• **Problem requirements**
Which lines below contain "html"? Copy every one of them.
*** Supplied entries Section Begins ***
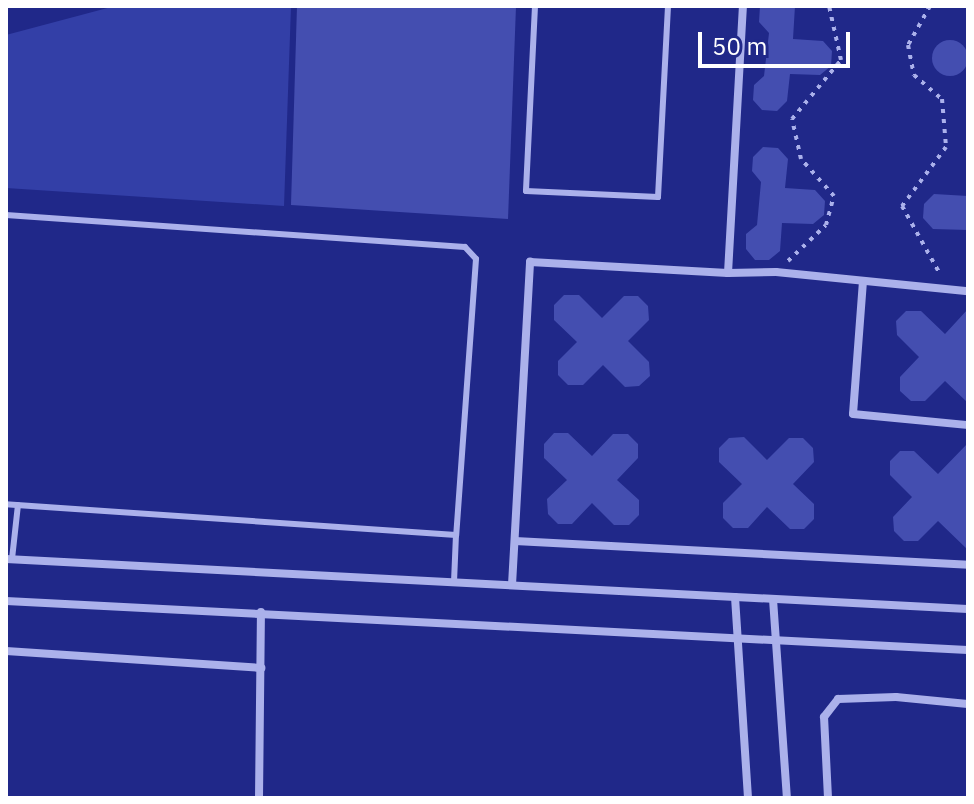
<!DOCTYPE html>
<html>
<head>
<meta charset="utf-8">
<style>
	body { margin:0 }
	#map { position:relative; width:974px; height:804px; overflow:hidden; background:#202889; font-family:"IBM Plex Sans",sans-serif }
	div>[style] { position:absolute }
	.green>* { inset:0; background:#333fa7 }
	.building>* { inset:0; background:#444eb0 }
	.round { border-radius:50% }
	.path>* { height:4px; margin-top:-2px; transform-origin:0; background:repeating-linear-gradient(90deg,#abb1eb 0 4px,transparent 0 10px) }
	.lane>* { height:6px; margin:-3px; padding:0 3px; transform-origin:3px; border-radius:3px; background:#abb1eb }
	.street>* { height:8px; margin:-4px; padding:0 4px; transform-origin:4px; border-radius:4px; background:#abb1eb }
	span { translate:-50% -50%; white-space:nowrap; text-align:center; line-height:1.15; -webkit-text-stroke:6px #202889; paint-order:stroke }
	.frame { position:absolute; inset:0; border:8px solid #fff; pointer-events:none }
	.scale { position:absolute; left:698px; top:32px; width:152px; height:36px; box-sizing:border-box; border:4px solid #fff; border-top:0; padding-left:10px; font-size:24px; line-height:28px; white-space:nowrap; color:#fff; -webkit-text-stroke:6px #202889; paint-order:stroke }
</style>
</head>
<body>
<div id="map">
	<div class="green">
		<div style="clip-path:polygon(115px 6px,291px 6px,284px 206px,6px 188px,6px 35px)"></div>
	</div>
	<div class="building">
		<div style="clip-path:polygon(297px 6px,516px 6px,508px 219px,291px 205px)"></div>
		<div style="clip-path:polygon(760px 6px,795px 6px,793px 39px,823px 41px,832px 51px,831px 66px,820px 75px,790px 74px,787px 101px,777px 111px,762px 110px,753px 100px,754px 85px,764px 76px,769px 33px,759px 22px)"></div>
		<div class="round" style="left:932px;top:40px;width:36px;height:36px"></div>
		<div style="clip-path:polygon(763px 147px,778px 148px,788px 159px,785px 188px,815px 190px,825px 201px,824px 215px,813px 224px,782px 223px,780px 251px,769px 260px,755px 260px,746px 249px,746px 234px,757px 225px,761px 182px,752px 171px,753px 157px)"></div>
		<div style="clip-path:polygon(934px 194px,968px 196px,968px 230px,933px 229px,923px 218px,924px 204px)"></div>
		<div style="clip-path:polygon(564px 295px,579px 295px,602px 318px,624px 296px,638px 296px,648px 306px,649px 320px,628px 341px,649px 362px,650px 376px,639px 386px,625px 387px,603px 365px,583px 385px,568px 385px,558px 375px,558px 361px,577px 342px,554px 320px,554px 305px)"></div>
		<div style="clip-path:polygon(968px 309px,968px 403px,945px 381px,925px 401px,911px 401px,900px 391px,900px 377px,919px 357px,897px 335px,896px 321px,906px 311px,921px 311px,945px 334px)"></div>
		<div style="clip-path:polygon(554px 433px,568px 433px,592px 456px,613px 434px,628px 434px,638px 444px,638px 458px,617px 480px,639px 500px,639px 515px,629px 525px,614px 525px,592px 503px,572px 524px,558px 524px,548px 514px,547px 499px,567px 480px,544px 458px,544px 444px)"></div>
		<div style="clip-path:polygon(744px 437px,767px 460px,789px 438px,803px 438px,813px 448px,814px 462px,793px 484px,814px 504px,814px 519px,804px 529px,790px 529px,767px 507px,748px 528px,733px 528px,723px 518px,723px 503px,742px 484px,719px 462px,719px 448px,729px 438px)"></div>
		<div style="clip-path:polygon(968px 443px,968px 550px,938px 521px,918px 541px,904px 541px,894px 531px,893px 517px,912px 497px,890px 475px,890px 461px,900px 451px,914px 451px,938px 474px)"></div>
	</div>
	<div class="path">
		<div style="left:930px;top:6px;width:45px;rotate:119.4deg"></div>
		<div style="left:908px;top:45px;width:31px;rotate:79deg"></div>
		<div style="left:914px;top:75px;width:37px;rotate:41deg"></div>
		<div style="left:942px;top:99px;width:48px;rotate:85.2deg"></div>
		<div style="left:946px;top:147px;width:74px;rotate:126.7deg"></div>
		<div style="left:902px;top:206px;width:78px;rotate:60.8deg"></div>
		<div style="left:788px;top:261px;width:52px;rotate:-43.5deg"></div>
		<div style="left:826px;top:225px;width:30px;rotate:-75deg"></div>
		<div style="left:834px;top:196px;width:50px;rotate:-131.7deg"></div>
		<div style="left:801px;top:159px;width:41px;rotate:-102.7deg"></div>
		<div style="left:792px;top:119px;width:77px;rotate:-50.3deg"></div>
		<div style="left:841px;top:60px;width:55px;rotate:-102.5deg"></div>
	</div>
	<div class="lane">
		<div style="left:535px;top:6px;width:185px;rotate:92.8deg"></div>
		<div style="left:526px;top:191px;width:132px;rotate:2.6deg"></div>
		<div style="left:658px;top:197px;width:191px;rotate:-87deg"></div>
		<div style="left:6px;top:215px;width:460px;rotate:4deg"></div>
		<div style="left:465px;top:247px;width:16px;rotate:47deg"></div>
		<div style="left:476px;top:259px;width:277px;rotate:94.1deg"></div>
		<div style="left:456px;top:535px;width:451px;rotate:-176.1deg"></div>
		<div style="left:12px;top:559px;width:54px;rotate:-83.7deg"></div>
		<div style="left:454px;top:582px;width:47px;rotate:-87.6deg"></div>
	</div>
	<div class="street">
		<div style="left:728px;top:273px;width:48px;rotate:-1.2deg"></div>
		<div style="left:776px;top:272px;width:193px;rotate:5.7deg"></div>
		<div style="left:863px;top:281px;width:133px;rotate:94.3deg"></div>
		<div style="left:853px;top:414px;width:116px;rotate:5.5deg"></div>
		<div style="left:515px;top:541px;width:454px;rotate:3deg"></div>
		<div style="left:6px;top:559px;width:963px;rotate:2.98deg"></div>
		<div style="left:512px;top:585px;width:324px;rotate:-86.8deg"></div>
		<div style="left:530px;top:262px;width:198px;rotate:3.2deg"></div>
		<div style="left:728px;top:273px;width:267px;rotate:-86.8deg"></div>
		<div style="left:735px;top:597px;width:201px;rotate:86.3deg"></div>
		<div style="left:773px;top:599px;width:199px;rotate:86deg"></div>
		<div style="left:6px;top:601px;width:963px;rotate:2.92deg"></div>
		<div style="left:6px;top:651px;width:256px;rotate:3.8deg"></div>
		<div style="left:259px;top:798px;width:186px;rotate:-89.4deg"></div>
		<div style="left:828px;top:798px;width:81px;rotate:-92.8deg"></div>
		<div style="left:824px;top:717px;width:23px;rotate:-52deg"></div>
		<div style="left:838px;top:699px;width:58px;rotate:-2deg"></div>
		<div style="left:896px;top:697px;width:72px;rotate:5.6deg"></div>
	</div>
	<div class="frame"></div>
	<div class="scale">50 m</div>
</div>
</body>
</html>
*** Supplied entries Section Ends ***
*** Supplied entries Section Begins ***
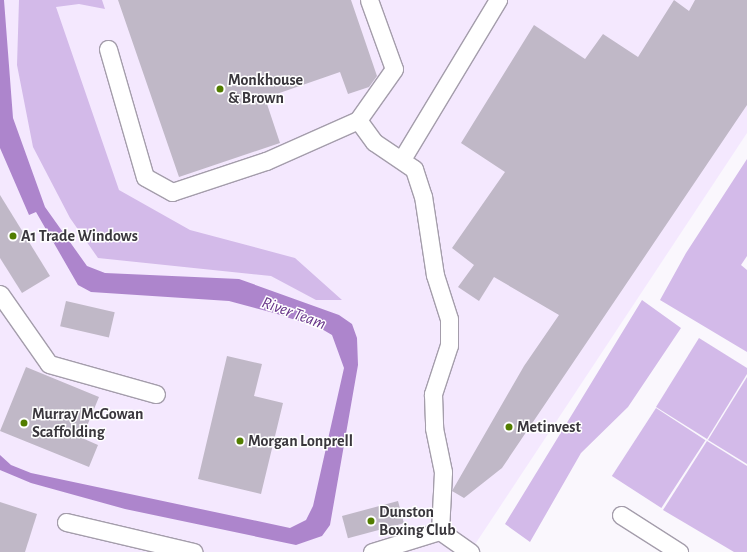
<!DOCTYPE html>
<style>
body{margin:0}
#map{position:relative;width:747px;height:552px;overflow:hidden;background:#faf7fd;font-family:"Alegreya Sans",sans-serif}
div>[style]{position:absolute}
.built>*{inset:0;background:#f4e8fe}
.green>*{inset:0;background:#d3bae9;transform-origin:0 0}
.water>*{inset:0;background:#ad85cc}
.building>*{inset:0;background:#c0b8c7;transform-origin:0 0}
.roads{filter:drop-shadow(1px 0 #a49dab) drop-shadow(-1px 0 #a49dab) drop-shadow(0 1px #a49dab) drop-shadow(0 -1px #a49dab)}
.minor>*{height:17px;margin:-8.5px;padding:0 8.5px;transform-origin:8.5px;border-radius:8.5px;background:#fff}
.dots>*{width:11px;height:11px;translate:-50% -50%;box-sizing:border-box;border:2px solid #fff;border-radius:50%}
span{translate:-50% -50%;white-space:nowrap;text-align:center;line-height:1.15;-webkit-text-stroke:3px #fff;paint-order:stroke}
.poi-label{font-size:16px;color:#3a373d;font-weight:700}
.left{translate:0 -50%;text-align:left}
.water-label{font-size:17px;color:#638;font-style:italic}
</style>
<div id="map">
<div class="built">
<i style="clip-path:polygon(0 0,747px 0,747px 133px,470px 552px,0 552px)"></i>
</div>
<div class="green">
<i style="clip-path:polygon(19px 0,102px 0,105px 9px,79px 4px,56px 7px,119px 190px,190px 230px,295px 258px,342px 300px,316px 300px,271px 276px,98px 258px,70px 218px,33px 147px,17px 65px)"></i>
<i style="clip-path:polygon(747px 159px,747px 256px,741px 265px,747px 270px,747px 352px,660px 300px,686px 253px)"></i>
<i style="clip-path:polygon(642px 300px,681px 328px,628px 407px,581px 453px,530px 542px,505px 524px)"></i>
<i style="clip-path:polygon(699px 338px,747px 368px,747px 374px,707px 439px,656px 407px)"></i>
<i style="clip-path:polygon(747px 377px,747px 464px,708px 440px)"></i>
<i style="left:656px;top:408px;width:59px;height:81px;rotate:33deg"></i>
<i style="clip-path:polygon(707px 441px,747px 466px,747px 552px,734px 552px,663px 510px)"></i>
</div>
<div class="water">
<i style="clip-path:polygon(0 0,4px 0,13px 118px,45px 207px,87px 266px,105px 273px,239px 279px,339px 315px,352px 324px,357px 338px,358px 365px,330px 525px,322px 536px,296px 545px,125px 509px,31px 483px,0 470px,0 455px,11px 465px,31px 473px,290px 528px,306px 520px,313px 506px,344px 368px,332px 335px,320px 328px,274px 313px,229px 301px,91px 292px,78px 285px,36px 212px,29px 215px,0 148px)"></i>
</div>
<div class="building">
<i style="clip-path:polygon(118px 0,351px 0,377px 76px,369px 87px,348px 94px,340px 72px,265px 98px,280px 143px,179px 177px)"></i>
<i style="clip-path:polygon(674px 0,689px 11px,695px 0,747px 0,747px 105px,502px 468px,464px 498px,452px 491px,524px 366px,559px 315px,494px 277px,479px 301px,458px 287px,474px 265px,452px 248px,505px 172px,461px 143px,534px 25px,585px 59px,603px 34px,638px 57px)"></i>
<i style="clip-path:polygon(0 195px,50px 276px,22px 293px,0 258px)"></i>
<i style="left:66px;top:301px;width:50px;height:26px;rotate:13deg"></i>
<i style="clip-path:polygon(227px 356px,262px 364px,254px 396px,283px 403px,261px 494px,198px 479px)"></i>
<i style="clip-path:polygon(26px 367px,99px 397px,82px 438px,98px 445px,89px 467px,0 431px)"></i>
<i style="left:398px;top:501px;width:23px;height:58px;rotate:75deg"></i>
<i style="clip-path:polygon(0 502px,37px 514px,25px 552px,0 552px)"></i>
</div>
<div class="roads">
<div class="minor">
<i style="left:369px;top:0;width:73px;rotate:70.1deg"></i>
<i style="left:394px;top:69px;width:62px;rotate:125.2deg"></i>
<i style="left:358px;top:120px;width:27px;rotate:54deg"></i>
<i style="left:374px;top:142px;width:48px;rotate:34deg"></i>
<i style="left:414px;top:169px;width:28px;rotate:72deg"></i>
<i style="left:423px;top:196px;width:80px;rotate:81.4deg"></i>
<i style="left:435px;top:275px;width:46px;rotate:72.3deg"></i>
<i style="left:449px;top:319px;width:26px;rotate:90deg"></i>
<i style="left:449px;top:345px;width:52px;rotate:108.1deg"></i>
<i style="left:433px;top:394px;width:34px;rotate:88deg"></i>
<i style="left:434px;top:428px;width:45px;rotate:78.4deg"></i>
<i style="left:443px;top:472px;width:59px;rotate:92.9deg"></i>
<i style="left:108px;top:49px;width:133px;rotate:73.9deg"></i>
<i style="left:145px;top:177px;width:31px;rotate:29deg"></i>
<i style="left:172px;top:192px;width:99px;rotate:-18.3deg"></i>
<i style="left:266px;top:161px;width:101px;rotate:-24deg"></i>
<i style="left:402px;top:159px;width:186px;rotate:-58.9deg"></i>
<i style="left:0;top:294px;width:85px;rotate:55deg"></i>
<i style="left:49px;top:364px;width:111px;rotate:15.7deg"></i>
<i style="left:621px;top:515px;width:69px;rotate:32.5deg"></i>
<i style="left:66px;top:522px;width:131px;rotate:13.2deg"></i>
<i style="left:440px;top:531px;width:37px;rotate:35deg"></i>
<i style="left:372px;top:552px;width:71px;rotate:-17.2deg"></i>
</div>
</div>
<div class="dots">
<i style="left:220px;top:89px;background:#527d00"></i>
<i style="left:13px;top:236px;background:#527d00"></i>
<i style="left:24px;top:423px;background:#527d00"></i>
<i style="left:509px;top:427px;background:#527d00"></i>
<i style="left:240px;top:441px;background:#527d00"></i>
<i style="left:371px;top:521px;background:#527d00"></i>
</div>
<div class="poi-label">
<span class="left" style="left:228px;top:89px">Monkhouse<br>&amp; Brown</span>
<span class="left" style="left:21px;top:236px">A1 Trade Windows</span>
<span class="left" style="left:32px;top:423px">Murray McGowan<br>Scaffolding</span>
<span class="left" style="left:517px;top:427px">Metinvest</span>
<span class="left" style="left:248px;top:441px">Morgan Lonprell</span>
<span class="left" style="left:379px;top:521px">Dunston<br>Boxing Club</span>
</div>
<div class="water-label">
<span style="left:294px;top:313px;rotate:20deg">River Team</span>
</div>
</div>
*** Supplied entries Section Ends ***
• **Output for this task**
<!DOCTYPE html>
<html>
</html>
<!DOCTYPE html>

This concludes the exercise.